Extracted records
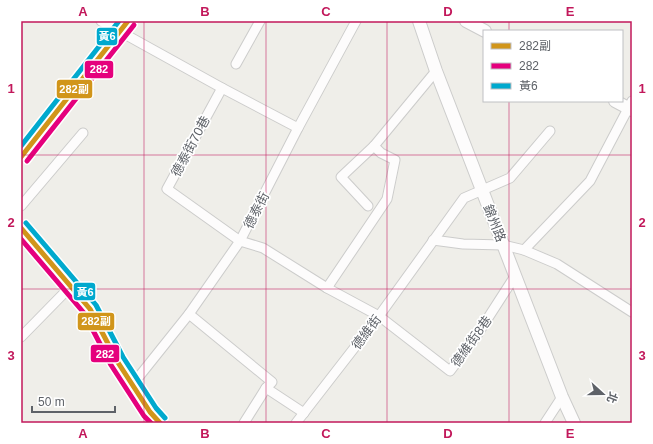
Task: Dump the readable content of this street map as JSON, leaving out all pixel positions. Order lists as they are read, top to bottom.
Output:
{
  "streets": {
    "street": [
      "德泰街70巷",
      "德泰街",
      "錦州路",
      "德維街",
      "德維街8巷"
    ]
  },
  "crossings": [
    ["德泰街70巷", "德泰街"],
    ["錦州路", "德維街"],
    ["錦州路", "德維街8巷"],
    ["德維街", "德維街8巷"]
  ],
  "lines": ["transit line 282副", "transit line 黃6", "transit line 282"],
  "legend": ["282副", "282", "黃6"],
  "scale_bar": "50 m",
  "north": "right",
  "grid": {
    "columns": [
      "A",
      "B",
      "C",
      "D",
      "E"
    ],
    "rows": ["1", "2", "3"]
  }
}
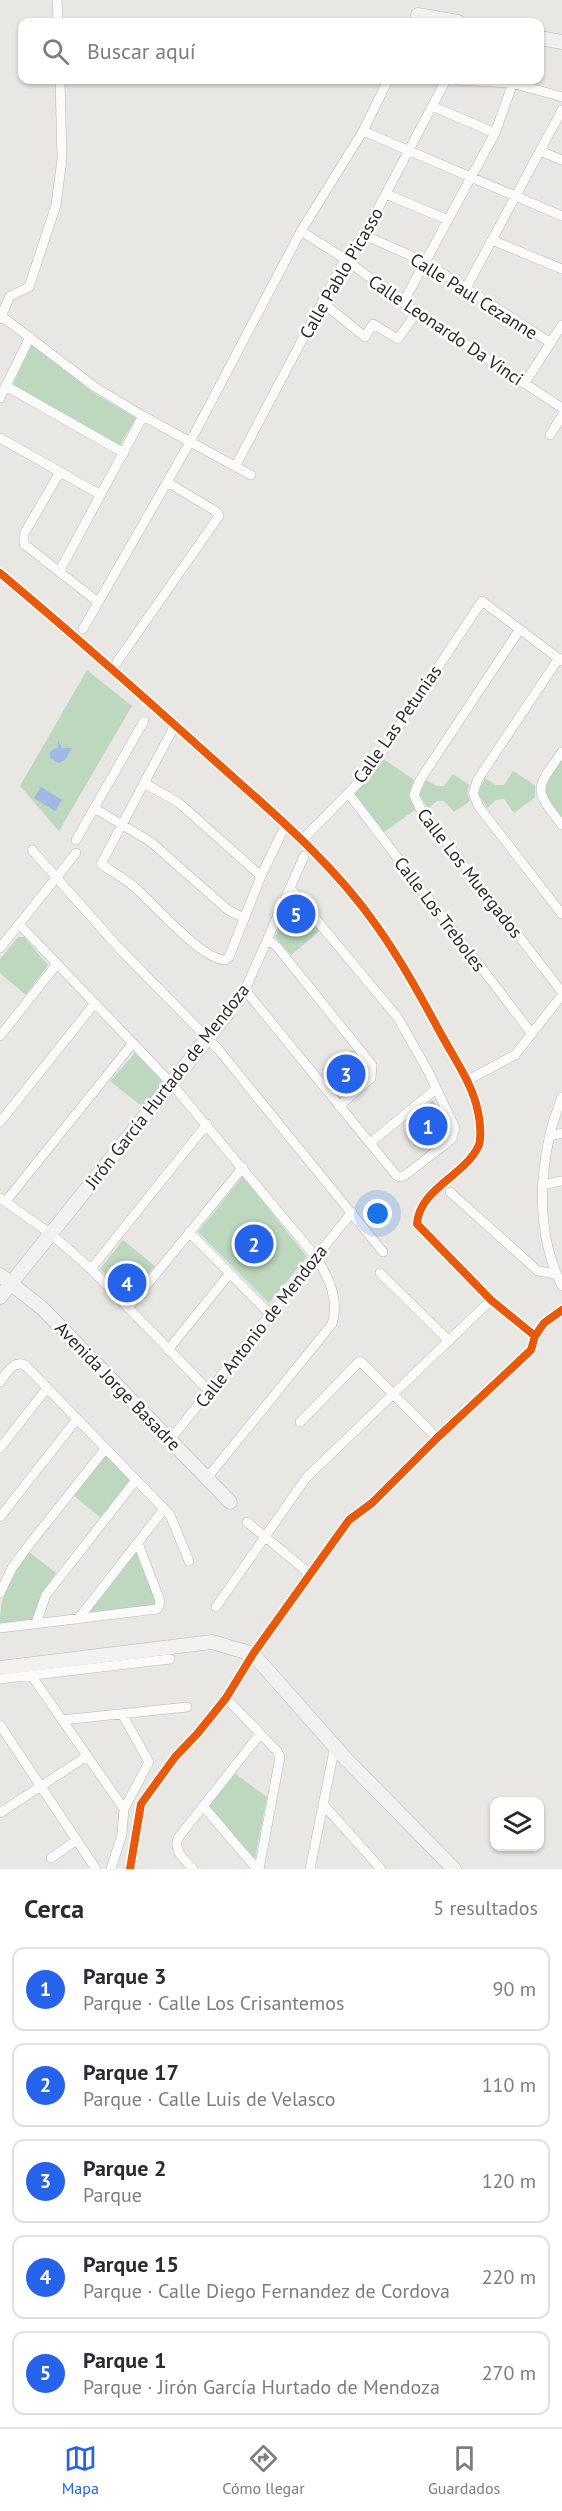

To do - Retype the records above exactly, pictures omitted.

Result for this exercise -
Task: Dump the readable content of this street map as JSON, leaving out all pixel positions. Order lists as they are read, top to bottom.
Output:
{
  "streets": {
    "street": [
      "德泰街70巷",
      "德泰街",
      "錦州路",
      "德維街",
      "德維街8巷"
    ]
  },
  "crossings": [
    ["德泰街70巷", "德泰街"],
    ["錦州路", "德維街"],
    ["錦州路", "德維街8巷"],
    ["德維街", "德維街8巷"]
  ],
  "lines": ["transit line 282副", "transit line 黃6", "transit line 282"],
  "legend": ["282副", "282", "黃6"],
  "scale_bar": "50 m",
  "north": "right",
  "grid": {
    "columns": [
      "A",
      "B",
      "C",
      "D",
      "E"
    ],
    "rows": ["1", "2", "3"]
  }
}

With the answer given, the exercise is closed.